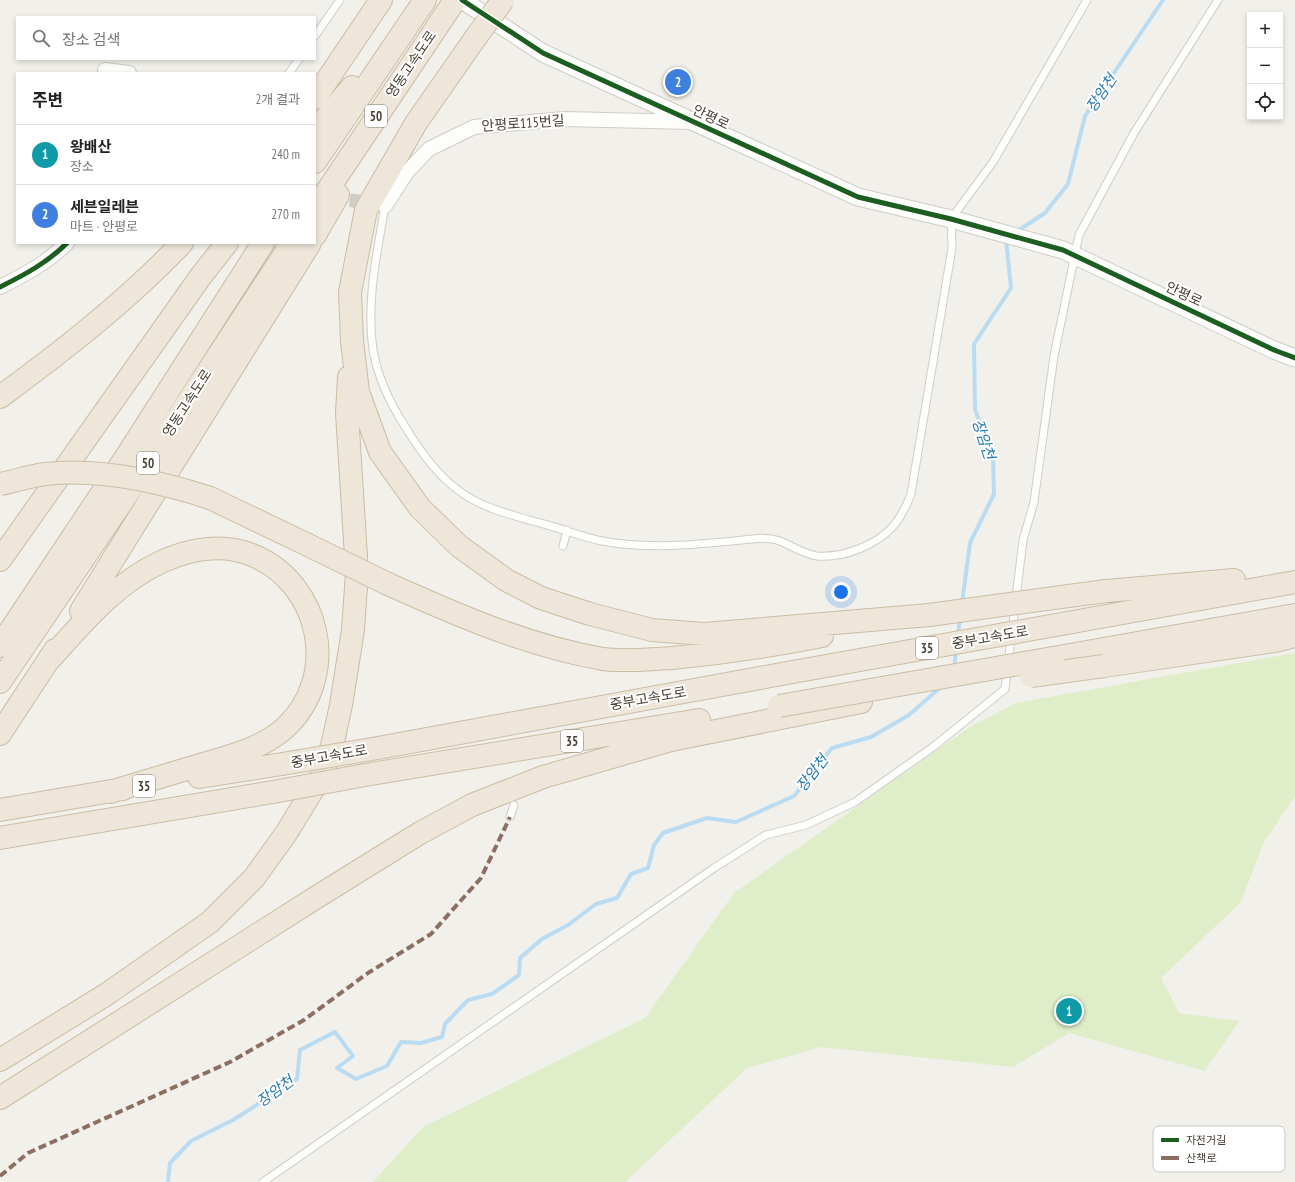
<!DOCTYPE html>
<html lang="ko">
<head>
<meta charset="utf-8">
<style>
	body { margin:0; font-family:"PT Sans Narrow","Noto Sans KR",sans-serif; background:#f6f6f6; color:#222 }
	.controls { position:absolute; right:12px; top:12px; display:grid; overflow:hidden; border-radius:0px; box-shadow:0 2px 6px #0003 }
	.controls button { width:36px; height:36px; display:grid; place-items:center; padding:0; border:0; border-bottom:1px solid #e0e0e0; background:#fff; color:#222; font:20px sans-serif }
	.you { position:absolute; left:841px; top:592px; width:14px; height:14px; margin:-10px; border:3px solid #fff; border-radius:50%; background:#1a73e8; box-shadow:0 0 0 6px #1a73e833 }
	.badge { display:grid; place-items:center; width:26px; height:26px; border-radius:50%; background:#0f766e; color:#fff; font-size:13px; font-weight:700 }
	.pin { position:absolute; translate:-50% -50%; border:2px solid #fff; box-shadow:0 1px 4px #0006 }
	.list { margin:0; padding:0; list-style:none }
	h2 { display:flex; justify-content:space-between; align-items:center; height:52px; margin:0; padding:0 16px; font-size:17px }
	h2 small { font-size:13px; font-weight:400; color:#767676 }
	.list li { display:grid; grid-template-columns:26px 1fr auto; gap:12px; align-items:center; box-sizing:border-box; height:60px; padding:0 16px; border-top:1px solid #e0e0e0 }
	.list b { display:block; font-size:15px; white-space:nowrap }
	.list p { margin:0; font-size:13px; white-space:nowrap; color:#767676 }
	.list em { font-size:13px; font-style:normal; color:#767676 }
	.icon { flex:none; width:22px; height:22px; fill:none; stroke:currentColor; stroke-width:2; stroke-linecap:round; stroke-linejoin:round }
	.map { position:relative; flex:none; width:1295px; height:1182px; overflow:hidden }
	.search { position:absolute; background:#fff; box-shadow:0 2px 6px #0003; left:16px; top:16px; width:300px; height:44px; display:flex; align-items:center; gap:10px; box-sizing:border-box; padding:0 14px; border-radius:0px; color:#767676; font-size:15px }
	.panel { position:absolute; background:#fff; box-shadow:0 2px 6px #0003; left:16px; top:72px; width:300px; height:172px; border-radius:0px }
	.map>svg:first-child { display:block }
	.green { fill:#dfedc9 }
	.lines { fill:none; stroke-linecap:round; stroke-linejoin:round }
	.stream { stroke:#b9dcf2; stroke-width:4 }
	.minor-tunnel { stroke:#d0cdc6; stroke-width:14; stroke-dasharray:14 7; stroke-linecap:butt }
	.service-casing { stroke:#d0cdc8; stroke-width:9 }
	.minor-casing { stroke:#d0cdc8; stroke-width:16 }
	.tertiary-casing { stroke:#d0cdc8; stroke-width:19 }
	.motorway-casing { stroke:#cbbda4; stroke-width:24 }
	.service { stroke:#fdfdfc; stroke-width:7 }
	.minor { stroke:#fdfdfc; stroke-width:14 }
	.tertiary { stroke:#fdfdfc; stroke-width:17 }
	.motorway { stroke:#ede6d9; stroke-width:22 }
	.motorway-bridge-casing { stroke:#cbbda4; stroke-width:24; stroke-linecap:butt }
	.motorway-bridge { stroke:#ede6d9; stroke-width:22 }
	.quiet { stroke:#8d6e63; stroke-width:4; stroke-dasharray:8 4; stroke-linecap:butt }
	.cycleway-casing { stroke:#fff; stroke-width:8 }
	.cycleway { stroke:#1b5e20; stroke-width:5 }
	.labels { text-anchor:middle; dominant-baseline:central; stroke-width:4; stroke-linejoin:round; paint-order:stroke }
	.shield { fill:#fff; stroke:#807a72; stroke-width:1 }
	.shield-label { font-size:13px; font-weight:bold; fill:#494136 }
	.street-label { font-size:14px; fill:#494136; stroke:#fff }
	.water-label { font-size:15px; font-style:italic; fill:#2679b3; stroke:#fff }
	.key { fill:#fff; stroke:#c8c6c3; stroke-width:1 }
	.key-label { font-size:11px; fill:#494136 }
</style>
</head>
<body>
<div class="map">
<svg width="1295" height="1182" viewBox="0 0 1295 1182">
	<rect width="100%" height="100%" fill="#f2f0ea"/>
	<path class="green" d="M 1295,653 L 1295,796 L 1263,844 L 1241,902 L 1161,978 L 1179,1013 L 1239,1021 L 1205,1071 L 1069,1033 L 1013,1067 L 821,1047 L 747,1068 L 625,1182 L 373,1182 L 423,1127 L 645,1018 L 734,893 L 970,727 L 1016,703 Z"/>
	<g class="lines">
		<path class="stream" d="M 1016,232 L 1045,213 L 1068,184 L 1085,116 L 1163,0
			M 962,603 L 970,543 L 994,494 L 993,455 L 975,410 L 974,344 L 1011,288 L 1006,239
			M 958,635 L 960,618
			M 954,669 L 956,650
			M 168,1182 L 170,1163 L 191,1141 L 233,1120 L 297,1079 L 300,1050 L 335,1032 L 353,1056 L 337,1068 L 356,1079 L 387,1066 L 401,1042 L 421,1043 L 442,1037 L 445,1024 L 468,1000 L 492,994 L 519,975 L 520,958 L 542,939 L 568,925 L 596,904 L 617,898 L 631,874 L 648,868 L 654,845 L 663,833 L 707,818 L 736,822 L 794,796 L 832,748 L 871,737 L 909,715 L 942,686"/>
		<path class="minor-tunnel" d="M 329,197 L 376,204"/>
		<g class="service-casing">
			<path id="service" d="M 315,36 L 340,0
				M 289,73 L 299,59
				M 385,206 C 377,253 366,302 373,350 C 378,379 391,405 406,428 C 420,451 436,474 458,490 C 481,508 512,515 540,523 C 561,528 581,537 602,541 C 651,550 702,544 752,539 C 760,538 771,538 780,541 C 792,546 804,554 817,556 C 832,557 847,554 861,548 C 888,537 901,521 911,494 L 952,248 L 951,219 L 993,162 L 1087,0
				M 563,546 L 567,530
				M 510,817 L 514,805
				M 263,1182 L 714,868 L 766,835 L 806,825 L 855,802 L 933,747 L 1005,689 L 1023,540 L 1034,502 L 1054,356 L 1079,235 L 1134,133 L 1218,0"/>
		</g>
		<g class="minor-casing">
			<path id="minor" d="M 105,70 L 129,73
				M 385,206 L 407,172 L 429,149 L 474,127 L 564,119 L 691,122
				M 0,287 C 24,275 47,263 67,243"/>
		</g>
		<g class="tertiary-casing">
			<path id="tertiary" d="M 462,0 L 543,53 L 858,197 L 951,219 L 1063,250 L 1274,350 L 1295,358"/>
		</g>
		<g class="motorway-casing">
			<path id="motorway" d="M 474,40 L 416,123 L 366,210 L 350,292 L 352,341 L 358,392 L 380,452 L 420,508 L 459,546 L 506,580 L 541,598 L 590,614 L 652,630 L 704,634 L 929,615
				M 315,98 L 381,0
				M 315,131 L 352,87
				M 315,162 L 425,0
				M 315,209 L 455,0
				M 315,235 L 338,195
				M 0,397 C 64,350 127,301 182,243
				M 210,498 L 306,544
				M 0,560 L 201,276 L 227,243
				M 388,584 C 457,615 528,646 603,659 C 625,662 650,659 672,658 C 723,653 772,646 822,636
				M 1106,591 L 1234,580
				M 81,611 L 310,243
				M 1067,623 L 1295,582
				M 0,646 L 126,457 L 263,243
				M 1053,658 L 1295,615
				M 48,661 C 82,624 114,584 161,562 C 189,549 222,543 252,555 C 321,583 341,676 285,728 C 259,751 222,758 190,768 C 163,776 136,784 110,792
				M 1104,666 L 1275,641 L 1295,636
				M 0,682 L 140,475 L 292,243
				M 0,734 L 55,650
				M 378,748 L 787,673
				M 365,775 L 699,720
				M 199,777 L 282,764
				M 0,810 L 123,789
				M 0,838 L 273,792
				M 0,1060 L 107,994 L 210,922 L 254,878 L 285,835 L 322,775 L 332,746 L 341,705 L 353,630 L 357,573 L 347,413 L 349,377
				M 0,1098 L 320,895 L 420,833 L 472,805 L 543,777 L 671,740 L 861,702"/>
		</g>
		<use href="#service" class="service"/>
		<use href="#minor" class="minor"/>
		<use href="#tertiary" class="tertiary"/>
		<use href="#motorway" class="motorway"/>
		<g class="motorway-bridge-casing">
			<path id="motorway-bridge" d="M 474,40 L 503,0
				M 0,484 C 15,481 30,476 45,474 C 100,468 158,481 210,498
				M 306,544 L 388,584
				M 929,615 L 1106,591
				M 787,673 L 1067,623
				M 1031,676 L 1104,666
				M 779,706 L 1053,658
				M 282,764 L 378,748
				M 273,792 L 365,775"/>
		</g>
		<use href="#motorway-bridge" class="motorway-bridge"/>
		<path class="quiet" d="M 0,1176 L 28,1153 L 230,1062 L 304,1020 L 368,973 L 431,934 L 481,878 L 510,817"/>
		<g class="cycleway-casing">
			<path id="cycleway" d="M 462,0 L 543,53 L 858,197 L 951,219 L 1063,250 L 1274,350 L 1295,358
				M 0,287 C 24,275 47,263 67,243"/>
		</g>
		<use href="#cycleway" class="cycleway"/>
	</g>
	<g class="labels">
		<g class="shield">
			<rect x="365" y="105" width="22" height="22" rx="3"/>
			<rect x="137" y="452" width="22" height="22" rx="3"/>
			<rect x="916" y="637" width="22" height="22" rx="3"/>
			<rect x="561" y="730" width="22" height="22" rx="3"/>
			<rect x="133" y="775" width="22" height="22" rx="3"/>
		</g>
		<g class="shield-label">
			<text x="376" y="116">50</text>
			<text x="148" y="463">50</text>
			<text x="927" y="648">35</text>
			<text x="572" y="741">35</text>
			<text x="144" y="786">35</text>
		</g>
		<g class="street-label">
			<text transform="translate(411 64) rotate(-56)">영동고속도로</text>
			<text transform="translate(711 117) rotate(25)">안평로</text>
			<text transform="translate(523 123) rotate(-4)">안평로115번길</text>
			<text transform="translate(1184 294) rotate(25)">안평로</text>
			<text transform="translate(187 403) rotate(-57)">영동고속도로</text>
			<text transform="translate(990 637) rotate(-10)">중부고속도로</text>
			<text transform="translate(648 698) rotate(-10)">중부고속도로</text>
			<text transform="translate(329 756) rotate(-10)">중부고속도로</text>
		</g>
		<g class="water-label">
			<text transform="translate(1101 93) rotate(-56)">장암천</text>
			<text transform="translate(984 439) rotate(72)">장암천</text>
			<text transform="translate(812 773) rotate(-52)">장암천</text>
			<text transform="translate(275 1091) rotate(-36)">장암천</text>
		</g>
	</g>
	<rect x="1153" y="1126" width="132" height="46" rx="6" class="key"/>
	<rect x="1161" y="1138" width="18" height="4" fill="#1b5e20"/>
	<rect x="1161" y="1156" width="18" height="4" fill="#8d6e63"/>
	<g class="key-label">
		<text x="1186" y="1144">자전거길</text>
		<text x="1186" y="1162">산책로</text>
	</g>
</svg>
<div class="controls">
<button>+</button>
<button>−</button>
<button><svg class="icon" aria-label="locate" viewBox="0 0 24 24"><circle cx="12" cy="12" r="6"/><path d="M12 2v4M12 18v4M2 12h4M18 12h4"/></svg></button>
</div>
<div class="you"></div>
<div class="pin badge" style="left:1069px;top:1011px;background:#0f9aa8">1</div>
<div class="pin badge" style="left:678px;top:82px;background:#3f7fe0">2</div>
<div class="search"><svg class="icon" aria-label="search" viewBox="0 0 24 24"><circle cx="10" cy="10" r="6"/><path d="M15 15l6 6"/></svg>장소 검색</div>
<section class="panel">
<h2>주변<small>2개 결과</small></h2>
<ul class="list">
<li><span class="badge" style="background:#0f9aa8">1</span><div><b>왕배산</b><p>장소</p></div><em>240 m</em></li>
<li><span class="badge" style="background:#3f7fe0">2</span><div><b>세븐일레븐</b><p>마트 · 안평로</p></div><em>270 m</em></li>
</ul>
</section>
</div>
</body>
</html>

* [What the exercise asks] For this listing, copy out every line that includes the word "place".

* [Exercise result]
	.controls button { width:36px; height:36px; display:grid; place-items:center; padding:0; border:0; border-bottom:1px solid #e0e0e0; background:#fff; color:#222; font:20px sans-serif }
	.badge { display:grid; place-items:center; width:26px; height:26px; border-radius:50%; background:#0f766e; color:#fff; font-size:13px; font-weight:700 }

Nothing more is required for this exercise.